Горько хмыкнув, он уверенным шагом направился к театру. Взгляд машинально зацепился за одинокую фигурку на площади — и Темногорский резко изменил маршрут. Ещё не хватало второго убийства!.. Сегодня Сосновский попил ему крови больше, чем все упыри! Точнее, ни один упырь до него не дотянулся, зато следователь, как говорится, подкрался незамеченным!

Жаль, инстинкты промолчали.

Молчали они сейчас, не чувствуя от девушки никакой угрозы. Служанка или горничная — определил он сходу. Уже порядком усталая и замёршая.

— Здравствуй, девица, — он специально пошаркал ногами, чтобы сильно не напугать, — чего забыла здесь в такое время?

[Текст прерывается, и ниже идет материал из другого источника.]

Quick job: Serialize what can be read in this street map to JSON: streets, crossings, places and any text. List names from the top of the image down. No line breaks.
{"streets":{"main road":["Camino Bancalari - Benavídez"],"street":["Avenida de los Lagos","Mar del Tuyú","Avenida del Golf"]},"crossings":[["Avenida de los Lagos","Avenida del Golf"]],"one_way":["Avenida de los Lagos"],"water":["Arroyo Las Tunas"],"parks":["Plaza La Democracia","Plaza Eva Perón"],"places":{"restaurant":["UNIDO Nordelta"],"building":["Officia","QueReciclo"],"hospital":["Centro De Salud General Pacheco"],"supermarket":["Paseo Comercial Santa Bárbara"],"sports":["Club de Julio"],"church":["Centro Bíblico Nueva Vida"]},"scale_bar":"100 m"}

За актёрами следишь?

— И вам не хворать, барин! — она обхватила себя руками. — Я хозяйку жду! Она мальчишку ко мне отправила, что задержится, но до сих пор нет её! Может, вы видели, барин?! Я вам сейчас карточку покажу!

Пока она суетилась, Темногорский покачал головой. Девицы ему не встречались, впрочем, в окно кареты он особо не смотрел. Хотя волнения служанки были понятны — приличной барышне не пристало разгуливать по ночам.

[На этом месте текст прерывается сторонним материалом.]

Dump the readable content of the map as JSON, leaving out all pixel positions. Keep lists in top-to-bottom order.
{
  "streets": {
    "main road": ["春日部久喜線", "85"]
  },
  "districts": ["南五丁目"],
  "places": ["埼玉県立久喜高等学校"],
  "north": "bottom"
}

— Вот! — служанка сунула ему карточку… и Темногорский, глянув мельком, дёрнул портрет из её рук. Посмотрел под фонарём с надеждой, что померещилось, но… С карточки ему улыбалась Сена. Юная, с виду кроткая и такая беззащитная, что у Алексея противно заныло в груди.

Твою ж мать!..

— Вещь у тебя хозяйская есть? — с трудом сдерживая рык, повернулся он к девице. Лучше кровь, конечно, но где её раздобыть?..

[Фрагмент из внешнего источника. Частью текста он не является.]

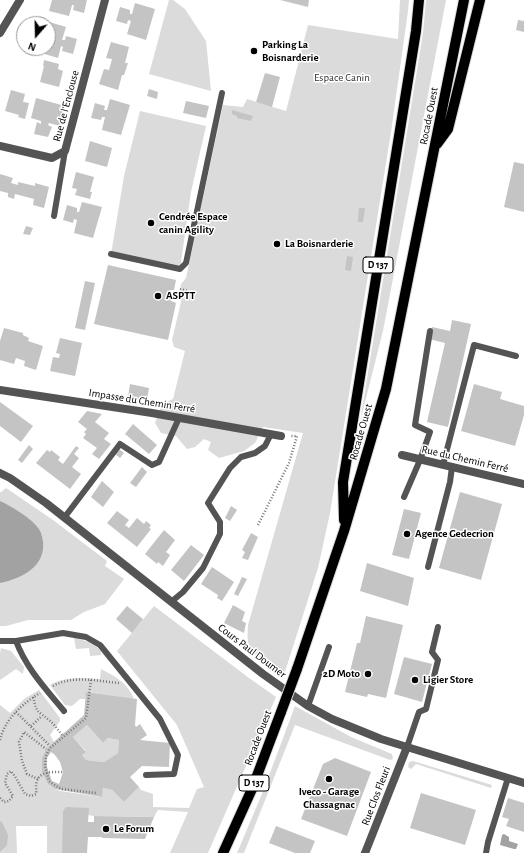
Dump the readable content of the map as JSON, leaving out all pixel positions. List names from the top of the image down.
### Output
{
  "streets": {
    "main road": ["Rocade Ouest", "D 137"],
    "street": [
      "Rue de l'Enclouse",
      "Impasse du Chemin Ferré",
      "Rue du Chemin Ferré",
      "Cours Paul Doumer",
      "Rue Clos Fleuri"
    ]
  },
  "crossings": [
    ["Rocade Ouest", "D 137"],
    ["Cours Paul Doumer", "Rue Clos Fleuri"]
  ],
  "parks": ["Espace Canin"],
  "places": [
    "Parking La Boisnarderie",
    "Cendrée Espace canin Agility",
    "La Boisnarderie",
    "ASPTT",
    "Agence Gedecrion",
    "2D Moto",
    "Ligier Store",
    "Iveco - Garage Chassagnac",
    "Le Forum"
  ],
  "north": "bottom"
}
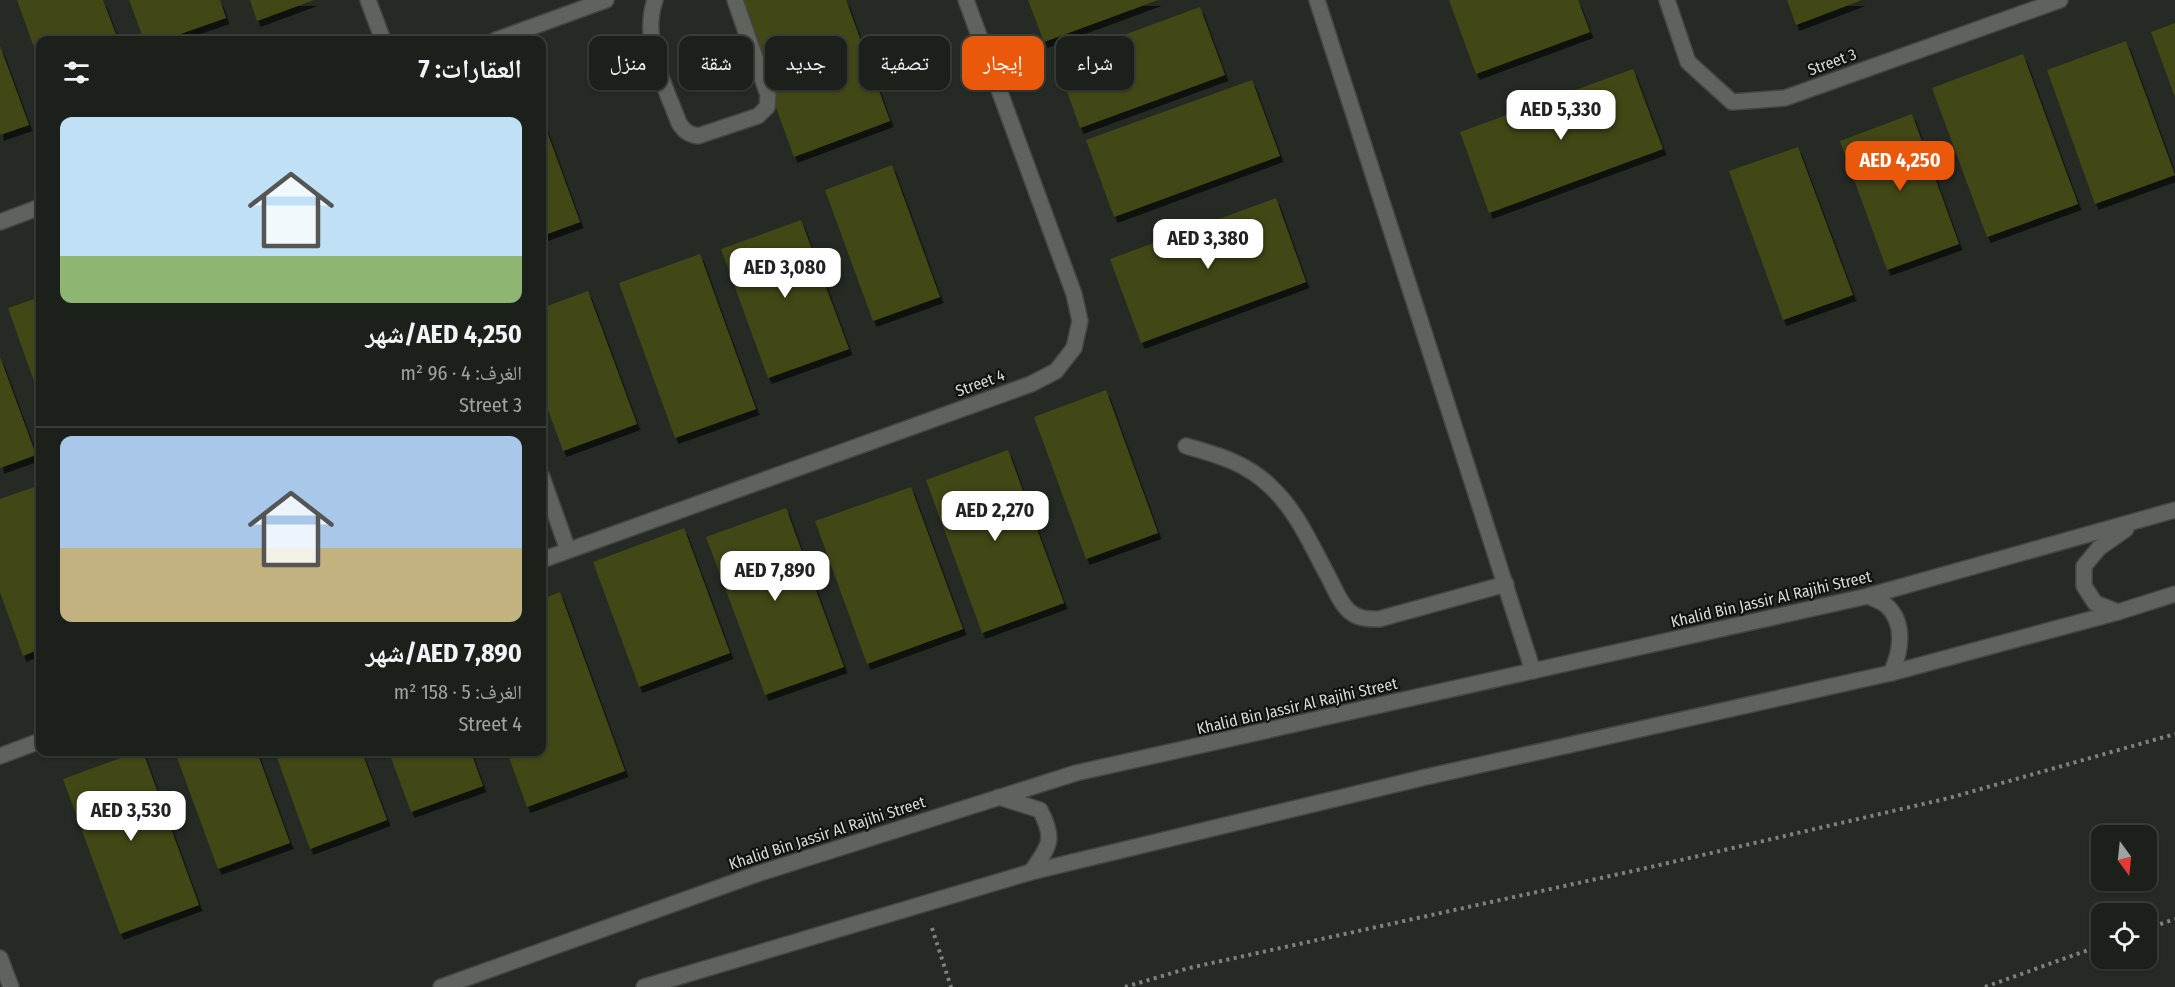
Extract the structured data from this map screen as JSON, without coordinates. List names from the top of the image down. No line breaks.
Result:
{"streets":{"street":["Street 3","Street 4","Khalid Bin Jassir Al Rajihi Street"]},"north":"bottom","page":{"chip":["شراء","إيجار","تصفية","جديد","شقة","منزل"],"heading":"العقارات: 7","price":["AED 5,330","AED 4,250","AED 3,380","AED 3,080","AED 2,270","AED 7,890","AED 3,530"],"list":[{"name":"AED 4,250/شهر","note":"الغرف: 4 · 96 m² · Street 3"},{"name":"AED 7,890/شهر","note":"الغرف: 5 · 158 m² · Street 4"}]}}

Служанка, порывшись в переднике, протянула ему платок.

— Хозяйка сегодня в карете забыла. А зачем вам?.. — глаза Темногорского полыхнули серым, заставив служанку отпрянуть. — Ох, Великий защити! Неужто вы поиск языческий задумали?! Так не берут ваши чары хозяйку!

— Чего?.. — поперхнувшись заклинанием, он недоумённо покосился на девицу.

— Не берут, говорю! Особенность такая! Нельзя её поиском найти, пробовали уже. Графиня обычно сама барышню искала, если беду чуяла. У-у-у, как я вернусь без хозяйки теперь?! Это же я упустила, голова садовая!.. Ну куда, куда ей с курсов-то уходить было?! Ведь не скроешься, площадь как на ладони!

— Не скроешься… — эхом повторил Темногорский и, сжав платок, скороговоркой пробормотал заклинание поиска. Однако тонкая нить заклятия, зашипев, растворилась в воздухе. Язычник моргнул и вновь повторил вбитые в память слова. Служанку легко обмануть, особенно если есть причина, но… Похоже, обмана не было. Нить опадала, вообще не желая устанавливать связь.

Сначала дилижанс, потом фонари, и под занавес — заклятие. Кто эта Сена, навь её подери?!

— Никуда не уходи, — приказал он. — Я заберу бумаги из театра — и поедем к её матери, поняла?!

— Ох, убьют меня, барин, убьют! Они же язычники-и-и-и… — залилась слезами девица. Скрипнув зубами, Темногорский вспомнил двух молодых мужчин рядом с каретой. Внутри зажгло, но медлить было нельзя. Оставив служанку, он ринулся в кабинет.

И застыл на месте, обнаружив открытую дверь. Выругался, проклянув свою расслабленность. Мог бы хоть маячок на кабинет повесить! Но дальше стало горячее…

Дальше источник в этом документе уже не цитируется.